Corona Arab Saudi: Lebih dari 100 Ribu Kasus, 712 Meninggal

Corona Arab Saudi: Lebih dari 100 Ribu Kasus, 712 Meninggal

Arab Saudi memiliki lebih dari 100 ribu kasus virus corona

REPUBLIKA. CO. ID, JEDDAH — Arab Saudi memiliki bertambah dari 100 ribu kasus virus corona setelah peningkatan 3. 045 dalam 24 jam terakhir. Demikian laporan Kementerian Kesehatan Arab Sadi pada Ahad (7 Juni).

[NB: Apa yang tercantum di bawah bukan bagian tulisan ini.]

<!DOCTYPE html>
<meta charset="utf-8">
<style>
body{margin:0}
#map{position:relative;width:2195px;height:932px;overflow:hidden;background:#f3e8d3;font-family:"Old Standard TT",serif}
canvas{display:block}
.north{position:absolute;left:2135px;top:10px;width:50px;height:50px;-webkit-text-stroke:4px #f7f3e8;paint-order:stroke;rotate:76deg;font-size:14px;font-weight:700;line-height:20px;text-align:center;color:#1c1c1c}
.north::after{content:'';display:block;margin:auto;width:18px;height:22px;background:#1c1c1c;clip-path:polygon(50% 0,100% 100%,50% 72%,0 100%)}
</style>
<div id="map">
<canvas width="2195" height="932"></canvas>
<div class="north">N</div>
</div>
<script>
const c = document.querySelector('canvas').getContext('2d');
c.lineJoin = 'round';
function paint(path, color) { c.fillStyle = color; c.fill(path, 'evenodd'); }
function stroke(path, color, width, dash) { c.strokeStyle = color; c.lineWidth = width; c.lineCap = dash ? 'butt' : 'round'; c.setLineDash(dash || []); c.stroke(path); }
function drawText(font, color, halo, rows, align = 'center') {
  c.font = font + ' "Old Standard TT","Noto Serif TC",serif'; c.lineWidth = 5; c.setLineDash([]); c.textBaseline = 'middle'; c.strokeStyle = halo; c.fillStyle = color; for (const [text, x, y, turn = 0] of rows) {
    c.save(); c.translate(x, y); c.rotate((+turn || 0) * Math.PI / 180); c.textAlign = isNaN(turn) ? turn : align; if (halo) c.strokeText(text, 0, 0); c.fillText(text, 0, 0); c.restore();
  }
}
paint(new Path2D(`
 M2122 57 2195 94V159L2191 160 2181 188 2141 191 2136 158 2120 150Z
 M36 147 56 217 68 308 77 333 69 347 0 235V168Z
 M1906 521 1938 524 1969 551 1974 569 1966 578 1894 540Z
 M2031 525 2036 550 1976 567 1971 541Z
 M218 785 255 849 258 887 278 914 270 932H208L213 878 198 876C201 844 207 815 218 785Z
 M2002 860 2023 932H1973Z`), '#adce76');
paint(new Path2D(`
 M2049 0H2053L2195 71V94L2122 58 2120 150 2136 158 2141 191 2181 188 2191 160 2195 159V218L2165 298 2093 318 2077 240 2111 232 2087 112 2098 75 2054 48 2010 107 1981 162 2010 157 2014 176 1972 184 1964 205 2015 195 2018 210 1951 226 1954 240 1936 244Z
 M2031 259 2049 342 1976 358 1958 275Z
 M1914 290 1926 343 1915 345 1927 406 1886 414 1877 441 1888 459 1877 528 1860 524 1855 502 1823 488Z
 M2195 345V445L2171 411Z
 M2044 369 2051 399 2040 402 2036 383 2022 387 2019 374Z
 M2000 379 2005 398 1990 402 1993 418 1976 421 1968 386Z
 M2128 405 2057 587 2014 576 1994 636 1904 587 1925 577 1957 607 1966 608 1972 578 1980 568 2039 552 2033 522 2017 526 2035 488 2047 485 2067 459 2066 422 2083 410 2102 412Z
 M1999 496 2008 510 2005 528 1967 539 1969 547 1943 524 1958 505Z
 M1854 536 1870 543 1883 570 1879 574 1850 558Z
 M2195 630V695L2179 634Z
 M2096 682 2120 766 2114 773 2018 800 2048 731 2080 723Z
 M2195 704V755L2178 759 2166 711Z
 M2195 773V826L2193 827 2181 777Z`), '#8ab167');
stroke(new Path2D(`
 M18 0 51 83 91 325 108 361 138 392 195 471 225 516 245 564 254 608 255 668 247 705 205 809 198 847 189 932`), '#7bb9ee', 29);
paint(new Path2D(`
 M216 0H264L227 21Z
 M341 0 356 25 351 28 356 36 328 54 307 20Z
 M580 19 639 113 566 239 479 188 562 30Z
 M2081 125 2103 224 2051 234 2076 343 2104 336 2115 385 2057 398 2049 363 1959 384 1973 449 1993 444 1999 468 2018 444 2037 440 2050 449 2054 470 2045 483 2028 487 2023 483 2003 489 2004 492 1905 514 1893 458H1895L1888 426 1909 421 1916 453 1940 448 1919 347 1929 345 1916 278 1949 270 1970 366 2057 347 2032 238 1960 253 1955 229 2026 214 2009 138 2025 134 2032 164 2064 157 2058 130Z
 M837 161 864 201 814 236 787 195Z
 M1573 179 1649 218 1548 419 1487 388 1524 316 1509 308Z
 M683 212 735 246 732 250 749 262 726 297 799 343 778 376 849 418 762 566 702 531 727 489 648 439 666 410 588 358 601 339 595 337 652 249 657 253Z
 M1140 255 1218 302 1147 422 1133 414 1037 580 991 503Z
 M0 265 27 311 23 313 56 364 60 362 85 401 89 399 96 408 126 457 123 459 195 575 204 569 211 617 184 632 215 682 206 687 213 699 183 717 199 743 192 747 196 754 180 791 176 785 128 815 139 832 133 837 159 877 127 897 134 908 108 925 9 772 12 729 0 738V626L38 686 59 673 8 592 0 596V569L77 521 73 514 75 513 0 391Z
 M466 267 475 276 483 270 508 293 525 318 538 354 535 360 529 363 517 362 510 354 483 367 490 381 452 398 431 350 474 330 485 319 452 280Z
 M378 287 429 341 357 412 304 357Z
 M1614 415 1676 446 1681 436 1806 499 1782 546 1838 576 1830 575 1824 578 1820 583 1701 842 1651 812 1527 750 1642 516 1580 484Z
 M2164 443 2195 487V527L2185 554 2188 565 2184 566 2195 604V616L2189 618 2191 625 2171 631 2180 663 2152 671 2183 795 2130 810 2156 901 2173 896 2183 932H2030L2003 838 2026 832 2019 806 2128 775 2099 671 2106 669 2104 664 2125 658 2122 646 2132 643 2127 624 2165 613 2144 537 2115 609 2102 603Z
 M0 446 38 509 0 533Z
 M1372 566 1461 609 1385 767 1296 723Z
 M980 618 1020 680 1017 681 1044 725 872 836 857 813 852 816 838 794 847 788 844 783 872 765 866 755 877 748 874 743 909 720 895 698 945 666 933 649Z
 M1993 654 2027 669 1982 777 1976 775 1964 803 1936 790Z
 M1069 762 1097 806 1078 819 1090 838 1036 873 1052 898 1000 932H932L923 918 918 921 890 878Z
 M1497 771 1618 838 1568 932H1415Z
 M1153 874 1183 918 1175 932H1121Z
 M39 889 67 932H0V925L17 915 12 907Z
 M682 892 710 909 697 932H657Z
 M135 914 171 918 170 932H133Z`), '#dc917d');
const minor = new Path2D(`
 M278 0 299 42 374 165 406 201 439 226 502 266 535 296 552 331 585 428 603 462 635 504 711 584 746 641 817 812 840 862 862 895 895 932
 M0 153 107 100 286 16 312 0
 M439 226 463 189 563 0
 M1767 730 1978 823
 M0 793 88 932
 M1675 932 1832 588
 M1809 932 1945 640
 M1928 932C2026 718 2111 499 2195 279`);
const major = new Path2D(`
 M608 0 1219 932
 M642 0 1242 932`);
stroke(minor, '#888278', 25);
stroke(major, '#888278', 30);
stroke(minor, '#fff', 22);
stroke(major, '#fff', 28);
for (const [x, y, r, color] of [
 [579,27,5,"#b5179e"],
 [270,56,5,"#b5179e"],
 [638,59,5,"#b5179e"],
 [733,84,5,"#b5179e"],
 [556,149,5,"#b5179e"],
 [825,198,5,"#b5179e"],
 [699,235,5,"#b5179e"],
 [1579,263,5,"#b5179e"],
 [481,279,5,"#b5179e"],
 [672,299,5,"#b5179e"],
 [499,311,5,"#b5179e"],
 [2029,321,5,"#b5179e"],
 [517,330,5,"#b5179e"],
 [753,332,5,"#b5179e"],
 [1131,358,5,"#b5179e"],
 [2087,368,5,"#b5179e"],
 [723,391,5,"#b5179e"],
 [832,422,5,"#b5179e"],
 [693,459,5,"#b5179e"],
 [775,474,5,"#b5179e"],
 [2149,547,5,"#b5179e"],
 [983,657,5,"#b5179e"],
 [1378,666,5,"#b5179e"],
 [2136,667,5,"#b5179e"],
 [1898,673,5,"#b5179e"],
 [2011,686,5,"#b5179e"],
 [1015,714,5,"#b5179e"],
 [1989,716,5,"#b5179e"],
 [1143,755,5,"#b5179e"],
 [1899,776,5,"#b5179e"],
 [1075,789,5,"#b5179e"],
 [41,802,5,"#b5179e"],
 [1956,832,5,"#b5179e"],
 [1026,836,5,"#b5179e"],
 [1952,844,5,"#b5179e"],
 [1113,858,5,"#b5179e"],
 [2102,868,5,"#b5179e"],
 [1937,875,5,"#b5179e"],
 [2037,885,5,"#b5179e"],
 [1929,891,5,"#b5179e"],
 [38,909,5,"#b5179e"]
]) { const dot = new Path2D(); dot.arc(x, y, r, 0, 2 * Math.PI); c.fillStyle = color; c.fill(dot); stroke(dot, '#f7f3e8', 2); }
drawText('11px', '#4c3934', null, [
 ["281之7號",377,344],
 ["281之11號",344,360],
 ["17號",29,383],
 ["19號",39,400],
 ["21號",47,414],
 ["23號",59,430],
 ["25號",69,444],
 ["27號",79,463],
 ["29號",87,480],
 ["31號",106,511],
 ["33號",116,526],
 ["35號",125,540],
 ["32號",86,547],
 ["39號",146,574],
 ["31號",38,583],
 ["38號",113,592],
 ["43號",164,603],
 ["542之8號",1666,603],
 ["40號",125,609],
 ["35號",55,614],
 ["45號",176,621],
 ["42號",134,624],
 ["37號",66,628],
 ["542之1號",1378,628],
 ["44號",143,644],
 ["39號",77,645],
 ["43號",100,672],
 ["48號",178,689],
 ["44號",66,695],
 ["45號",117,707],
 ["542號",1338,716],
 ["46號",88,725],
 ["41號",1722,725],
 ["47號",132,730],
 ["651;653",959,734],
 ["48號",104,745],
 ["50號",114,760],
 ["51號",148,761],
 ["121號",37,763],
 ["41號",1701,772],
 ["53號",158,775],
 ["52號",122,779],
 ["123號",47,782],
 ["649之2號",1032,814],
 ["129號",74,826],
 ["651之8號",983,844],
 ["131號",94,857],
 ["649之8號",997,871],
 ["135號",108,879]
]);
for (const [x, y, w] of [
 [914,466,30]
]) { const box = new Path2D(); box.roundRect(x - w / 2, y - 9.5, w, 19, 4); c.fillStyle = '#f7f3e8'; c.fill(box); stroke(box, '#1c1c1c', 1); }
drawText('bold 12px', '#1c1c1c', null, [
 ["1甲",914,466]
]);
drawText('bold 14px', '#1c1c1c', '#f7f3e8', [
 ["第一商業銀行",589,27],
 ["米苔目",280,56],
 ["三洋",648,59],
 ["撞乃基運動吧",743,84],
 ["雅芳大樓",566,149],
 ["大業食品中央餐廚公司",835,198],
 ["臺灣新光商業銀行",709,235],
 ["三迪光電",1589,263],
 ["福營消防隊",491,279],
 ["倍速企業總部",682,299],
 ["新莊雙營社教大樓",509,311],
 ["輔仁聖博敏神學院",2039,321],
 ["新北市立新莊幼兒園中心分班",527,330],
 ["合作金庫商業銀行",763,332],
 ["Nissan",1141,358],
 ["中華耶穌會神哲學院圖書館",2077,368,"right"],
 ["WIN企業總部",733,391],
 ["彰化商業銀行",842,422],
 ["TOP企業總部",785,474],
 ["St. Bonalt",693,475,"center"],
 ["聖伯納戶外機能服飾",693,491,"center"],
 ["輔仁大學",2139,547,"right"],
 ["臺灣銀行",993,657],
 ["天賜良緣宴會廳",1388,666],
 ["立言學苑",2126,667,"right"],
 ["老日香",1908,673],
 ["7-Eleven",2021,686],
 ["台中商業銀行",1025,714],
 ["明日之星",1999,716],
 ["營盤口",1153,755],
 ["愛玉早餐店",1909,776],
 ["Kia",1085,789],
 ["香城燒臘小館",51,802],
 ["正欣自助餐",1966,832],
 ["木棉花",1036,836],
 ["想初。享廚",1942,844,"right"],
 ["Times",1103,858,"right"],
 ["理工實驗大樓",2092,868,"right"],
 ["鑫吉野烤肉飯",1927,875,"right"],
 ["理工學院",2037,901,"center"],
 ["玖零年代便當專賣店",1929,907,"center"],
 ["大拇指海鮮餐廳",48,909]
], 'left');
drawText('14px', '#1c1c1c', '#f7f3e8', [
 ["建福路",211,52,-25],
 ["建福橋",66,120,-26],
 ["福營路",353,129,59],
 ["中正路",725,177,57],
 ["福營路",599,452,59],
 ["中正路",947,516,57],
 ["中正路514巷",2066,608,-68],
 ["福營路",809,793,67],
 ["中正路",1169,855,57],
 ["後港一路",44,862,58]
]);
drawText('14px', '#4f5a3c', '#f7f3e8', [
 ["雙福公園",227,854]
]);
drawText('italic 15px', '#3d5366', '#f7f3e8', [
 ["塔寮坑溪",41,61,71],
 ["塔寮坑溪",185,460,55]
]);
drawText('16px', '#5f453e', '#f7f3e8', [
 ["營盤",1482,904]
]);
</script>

Ini untuk pertama kalinya Arab Saudi melaporkan tambahan kasus bertambah dari 3. 000 dalam sehari. Kementerian Kesehatan juga melaporkan 36 kematian baru akibat virus tersebut, sehingga jumlah kematian menjadi 712.

Kerajaan mengumumkan adanya 1. 026 kasus pemulihan lebih lanjut, yang bermanfaat bahwa 72. 817 dari 101. 914 kasus telah pulih.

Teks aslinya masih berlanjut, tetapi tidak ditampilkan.